> **Problem description**:
Determine how many of the lines below hold the word "stream". Give the number and nothing else.

---------- Recorded data

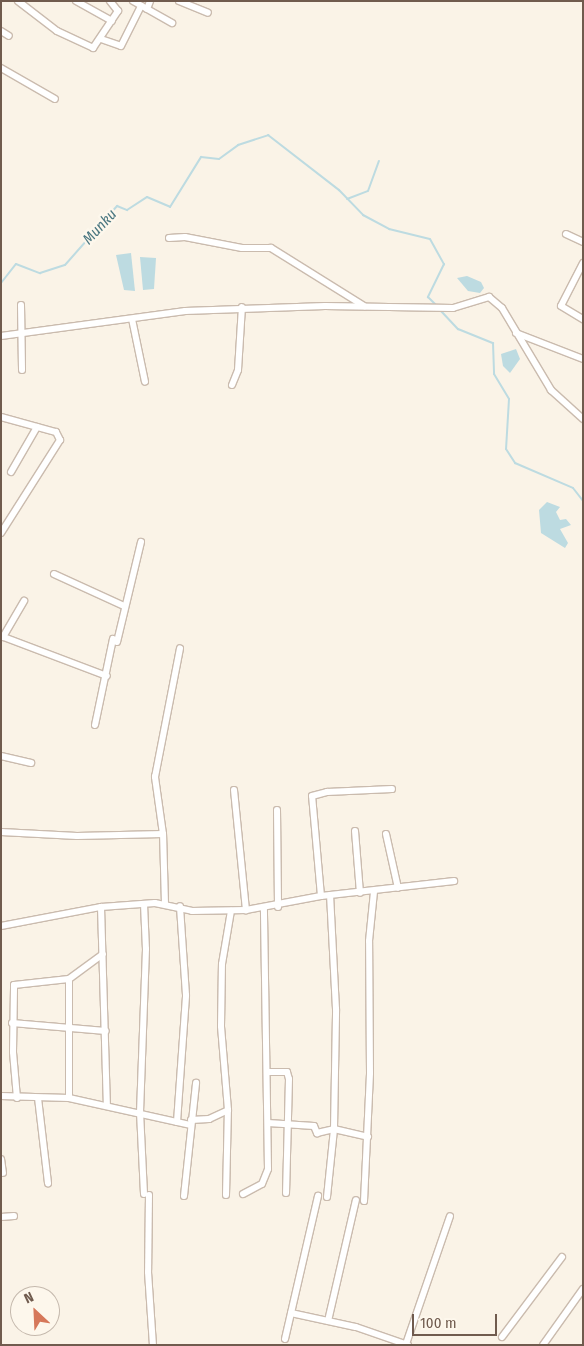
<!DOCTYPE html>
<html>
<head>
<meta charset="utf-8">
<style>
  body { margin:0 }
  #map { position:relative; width:584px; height:1346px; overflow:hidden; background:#faf3e7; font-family:"Fira Sans Condensed",sans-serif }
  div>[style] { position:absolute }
  .water>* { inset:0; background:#bddbe1 }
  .stream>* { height:2px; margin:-1px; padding:0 1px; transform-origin:1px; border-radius:1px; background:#bddbe1 }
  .roads { filter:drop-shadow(1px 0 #cabbae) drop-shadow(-1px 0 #cabbae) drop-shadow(0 1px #cabbae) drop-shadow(0 -1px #cabbae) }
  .minor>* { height:6px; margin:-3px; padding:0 3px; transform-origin:3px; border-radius:3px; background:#fff }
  span { translate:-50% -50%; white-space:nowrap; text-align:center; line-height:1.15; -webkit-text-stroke:4.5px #fdf7ec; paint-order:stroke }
  .water-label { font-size:15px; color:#4b7781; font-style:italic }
  .frame { position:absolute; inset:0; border:2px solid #705b4e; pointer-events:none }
  .north { position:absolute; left:10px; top:1286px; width:50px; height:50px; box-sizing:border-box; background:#fdf7ec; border:1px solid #c5b9ad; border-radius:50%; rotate:335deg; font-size:14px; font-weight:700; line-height:20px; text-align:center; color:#705b4e }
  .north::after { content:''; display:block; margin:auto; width:18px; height:22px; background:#d6785a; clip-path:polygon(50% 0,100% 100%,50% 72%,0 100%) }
  .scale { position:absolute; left:412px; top:1314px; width:85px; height:22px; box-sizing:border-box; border:2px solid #705b4e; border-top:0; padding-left:6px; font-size:15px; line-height:18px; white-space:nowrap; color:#705b4e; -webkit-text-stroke:4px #fdf7ec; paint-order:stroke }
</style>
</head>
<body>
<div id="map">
  <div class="water">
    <div style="clip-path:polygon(131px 253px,135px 291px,124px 290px,116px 255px)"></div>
    <div style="clip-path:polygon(140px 257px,156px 258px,154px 289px,143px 290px)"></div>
    <div style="clip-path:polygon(467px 276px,481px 282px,484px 288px,480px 293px,468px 291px,457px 278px)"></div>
    <div style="clip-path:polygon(516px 349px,520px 359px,510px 373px,503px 366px,501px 354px)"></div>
    <div style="clip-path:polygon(547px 502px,560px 507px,556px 512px,560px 520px,566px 519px,571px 525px,560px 529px,568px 543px,565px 548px,541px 533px,539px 510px)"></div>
  </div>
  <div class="stream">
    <div style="left:347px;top:199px;width:22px;rotate:-21deg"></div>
    <div style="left:368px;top:191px;width:32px;rotate:-70deg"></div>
    <div style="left:1px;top:283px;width:24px;rotate:-52deg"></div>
    <div style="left:16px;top:264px;width:26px;rotate:21deg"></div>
    <div style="left:40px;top:273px;width:26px;rotate:-18deg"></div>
    <div style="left:65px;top:265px;width:79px;rotate:-48.6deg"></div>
    <div style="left:117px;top:206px;width:11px;rotate:22deg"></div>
    <div style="left:127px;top:210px;width:24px;rotate:-33deg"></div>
    <div style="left:147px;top:197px;width:25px;rotate:23deg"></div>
    <div style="left:170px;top:207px;width:59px;rotate:-58.2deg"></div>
    <div style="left:201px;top:157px;width:18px;rotate:6deg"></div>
    <div style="left:219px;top:159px;width:24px;rotate:-36deg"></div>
    <div style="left:238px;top:145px;width:32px;rotate:-18deg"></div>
    <div style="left:268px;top:135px;width:90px;rotate:37.8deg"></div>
    <div style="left:339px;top:190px;width:35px;rotate:46deg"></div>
    <div style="left:363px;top:215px;width:30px;rotate:28deg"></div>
    <div style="left:389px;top:229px;width:42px;rotate:13.7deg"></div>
    <div style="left:430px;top:239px;width:29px;rotate:61deg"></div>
    <div style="left:444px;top:264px;width:37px;rotate:116deg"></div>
    <div style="left:428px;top:297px;width:11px;rotate:45deg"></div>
    <div style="left:441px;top:311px;width:25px;rotate:47deg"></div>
    <div style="left:458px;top:329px;width:38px;rotate:22deg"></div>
    <div style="left:493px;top:343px;width:31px;rotate:88deg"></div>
    <div style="left:494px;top:374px;width:29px;rotate:59deg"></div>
    <div style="left:509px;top:399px;width:50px;rotate:93.4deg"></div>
    <div style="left:506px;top:449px;width:17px;rotate:57deg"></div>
    <div style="left:515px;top:463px;width:63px;rotate:23.3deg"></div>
    <div style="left:573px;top:488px;width:16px;rotate:52deg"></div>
  </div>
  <div class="roads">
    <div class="minor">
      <div style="left:18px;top:1px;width:49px;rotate:37.6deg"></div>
      <div style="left:57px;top:31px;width:40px;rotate:25deg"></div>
      <div style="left:93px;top:48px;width:45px;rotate:-56deg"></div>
      <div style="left:118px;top:11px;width:13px;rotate:-129deg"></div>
      <div style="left:76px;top:1px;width:41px;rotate:29.1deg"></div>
      <div style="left:133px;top:1px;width:45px;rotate:29.4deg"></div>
      <div style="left:179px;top:1px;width:31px;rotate:22deg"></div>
      <div style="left:147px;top:9px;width:9px;rotate:-69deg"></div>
      <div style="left:1px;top:31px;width:9px;rotate:32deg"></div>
      <div style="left:101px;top:39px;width:21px;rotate:19deg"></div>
      <div style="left:121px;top:46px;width:45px;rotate:-63.4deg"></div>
      <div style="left:1px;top:68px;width:62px;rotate:29.9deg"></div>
      <div style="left:566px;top:234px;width:19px;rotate:25deg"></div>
      <div style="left:169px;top:238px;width:16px;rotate:-4deg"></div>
      <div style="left:185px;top:237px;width:58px;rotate:10.9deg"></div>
      <div style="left:242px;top:248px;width:29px"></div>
      <div style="left:271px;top:248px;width:110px;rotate:31.9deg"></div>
      <div style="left:583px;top:263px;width:48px;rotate:117.1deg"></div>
      <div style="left:561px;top:306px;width:26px;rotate:31deg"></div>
      <div style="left:21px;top:305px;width:65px;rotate:89.1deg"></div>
      <div style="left:132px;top:319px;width:64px;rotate:78.3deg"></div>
      <div style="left:516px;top:333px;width:72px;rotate:21.2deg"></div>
      <div style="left:1px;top:336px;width:186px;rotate:-7.7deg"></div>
      <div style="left:185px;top:311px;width:140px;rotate:-2deg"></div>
      <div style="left:325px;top:306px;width:128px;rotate:0.9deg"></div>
      <div style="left:453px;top:308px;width:38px;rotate:-17deg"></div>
      <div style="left:489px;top:297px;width:17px;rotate:40deg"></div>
      <div style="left:502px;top:308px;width:96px;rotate:59.1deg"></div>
      <div style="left:551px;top:390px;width:43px;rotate:42.2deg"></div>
      <div style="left:232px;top:385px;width:16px;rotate:-68deg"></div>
      <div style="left:238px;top:370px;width:63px;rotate:-86.4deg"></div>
      <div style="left:1px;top:417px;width:57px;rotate:15.3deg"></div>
      <div style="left:56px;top:432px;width:9px;rotate:63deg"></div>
      <div style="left:60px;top:440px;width:110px;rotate:122.4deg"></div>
      <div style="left:11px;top:472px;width:52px;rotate:-60deg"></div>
      <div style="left:54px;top:574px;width:77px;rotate:24.6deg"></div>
      <div style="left:1px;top:636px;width:113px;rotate:20.7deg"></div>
      <div style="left:3px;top:637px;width:42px;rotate:-59.7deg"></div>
      <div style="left:117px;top:642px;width:103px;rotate:-76.5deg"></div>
      <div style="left:95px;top:725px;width:88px;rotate:-78.2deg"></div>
      <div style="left:1px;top:756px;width:31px;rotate:13deg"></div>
      <div style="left:234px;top:790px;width:121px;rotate:84.3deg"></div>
      <div style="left:277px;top:810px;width:97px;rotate:89.4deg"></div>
      <div style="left:355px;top:831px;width:62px;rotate:85.4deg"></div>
      <div style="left:1px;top:832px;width:76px;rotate:3deg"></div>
      <div style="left:77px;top:836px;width:86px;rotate:-1.3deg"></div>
      <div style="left:386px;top:834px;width:55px;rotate:77.5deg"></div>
      <div style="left:321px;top:896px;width:100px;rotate:-95.1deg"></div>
      <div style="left:312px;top:796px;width:16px;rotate:-15deg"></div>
      <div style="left:327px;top:792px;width:65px;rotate:-2.6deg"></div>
      <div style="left:144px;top:904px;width:45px;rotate:87.5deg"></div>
      <div style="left:146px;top:949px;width:163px;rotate:92.1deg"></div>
      <div style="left:140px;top:1112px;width:82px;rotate:87.2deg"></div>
      <div style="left:165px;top:904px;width:70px;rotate:-91.6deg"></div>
      <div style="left:163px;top:834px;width:58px;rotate:-98deg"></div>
      <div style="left:155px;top:777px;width:131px;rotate:-79deg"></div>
      <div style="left:101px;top:907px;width:199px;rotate:88.3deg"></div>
      <div style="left:1px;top:926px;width:102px;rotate:-10.8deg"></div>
      <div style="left:101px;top:907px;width:54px;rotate:-4.2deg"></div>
      <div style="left:155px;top:903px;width:38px;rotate:12deg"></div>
      <div style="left:192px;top:911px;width:54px;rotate:-1.1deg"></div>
      <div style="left:246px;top:910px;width:76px;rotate:-10.6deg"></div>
      <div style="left:321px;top:896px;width:134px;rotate:-6.4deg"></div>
      <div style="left:12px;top:1023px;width:94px;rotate:4.9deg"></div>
      <div style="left:267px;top:1072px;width:20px"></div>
      <div style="left:287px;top:1072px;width:7px;rotate:74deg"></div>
      <div style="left:289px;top:1079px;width:114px;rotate:91.5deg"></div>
      <div style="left:1px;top:1096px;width:68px;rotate:1.7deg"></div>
      <div style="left:69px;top:1098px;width:125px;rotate:12.5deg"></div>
      <div style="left:17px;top:1098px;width:46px;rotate:-95deg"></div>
      <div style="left:13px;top:1052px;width:67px;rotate:-89.1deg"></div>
      <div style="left:14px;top:985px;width:55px;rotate:-6.2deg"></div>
      <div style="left:69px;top:979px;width:42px;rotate:-36.3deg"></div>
      <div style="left:38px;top:1098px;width:86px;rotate:83.3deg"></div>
      <div style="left:69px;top:1098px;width:119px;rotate:-90deg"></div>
      <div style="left:191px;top:1120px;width:18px;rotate:-3deg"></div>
      <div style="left:209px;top:1119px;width:21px;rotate:-25deg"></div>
      <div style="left:177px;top:1122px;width:127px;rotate:-85.9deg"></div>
      <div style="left:186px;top:995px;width:89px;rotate:-93.9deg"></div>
      <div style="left:268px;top:1123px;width:46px;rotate:3.7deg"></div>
      <div style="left:314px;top:1126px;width:8px;rotate:67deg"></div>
      <div style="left:317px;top:1133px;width:17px;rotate:-13deg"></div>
      <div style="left:334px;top:1129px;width:35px;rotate:13deg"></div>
      <div style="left:1px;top:1159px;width:14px;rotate:82deg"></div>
      <div style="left:243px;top:1194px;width:21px;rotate:-28deg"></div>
      <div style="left:262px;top:1184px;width:16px;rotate:-68deg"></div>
      <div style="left:268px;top:1169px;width:261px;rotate:-90.9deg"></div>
      <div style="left:149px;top:1195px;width:77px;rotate:90.7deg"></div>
      <div style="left:148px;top:1272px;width:73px;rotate:86.1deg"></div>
      <div style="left:226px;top:1195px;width:85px;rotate:-88.7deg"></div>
      <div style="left:228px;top:1110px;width:84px;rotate:-94.8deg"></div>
      <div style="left:221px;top:1026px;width:62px;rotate:-89.1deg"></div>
      <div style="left:222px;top:964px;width:54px;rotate:-80.4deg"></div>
      <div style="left:184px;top:1196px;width:114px;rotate:-83.9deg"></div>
      <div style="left:327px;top:1197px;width:68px;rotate:-84.1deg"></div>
      <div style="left:334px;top:1129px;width:120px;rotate:-89deg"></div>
      <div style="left:336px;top:1009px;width:114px;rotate:-93deg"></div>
      <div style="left:364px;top:1201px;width:128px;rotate:-87.3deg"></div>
      <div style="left:370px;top:1073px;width:132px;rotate:-90.4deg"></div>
      <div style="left:369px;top:941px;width:49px;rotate:-84.2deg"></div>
      <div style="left:1px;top:1217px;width:13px;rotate:-4deg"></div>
      <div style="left:291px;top:1313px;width:66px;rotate:12.2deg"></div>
      <div style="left:356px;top:1327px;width:55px;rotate:19.1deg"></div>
      <div style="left:328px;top:1321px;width:124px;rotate:-77deg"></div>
      <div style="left:502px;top:1337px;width:100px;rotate:-53.1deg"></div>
      <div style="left:285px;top:1339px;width:147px;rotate:-77deg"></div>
      <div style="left:406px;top:1344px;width:135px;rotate:-71deg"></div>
      <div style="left:543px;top:1345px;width:69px;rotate:-54.5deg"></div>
    </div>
  </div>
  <div class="water-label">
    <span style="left:100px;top:227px;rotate:-47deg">Munku</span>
  </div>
  <div class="frame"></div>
  <div class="north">N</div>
  <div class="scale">100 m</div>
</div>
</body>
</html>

--------------------

> **Output below**:
2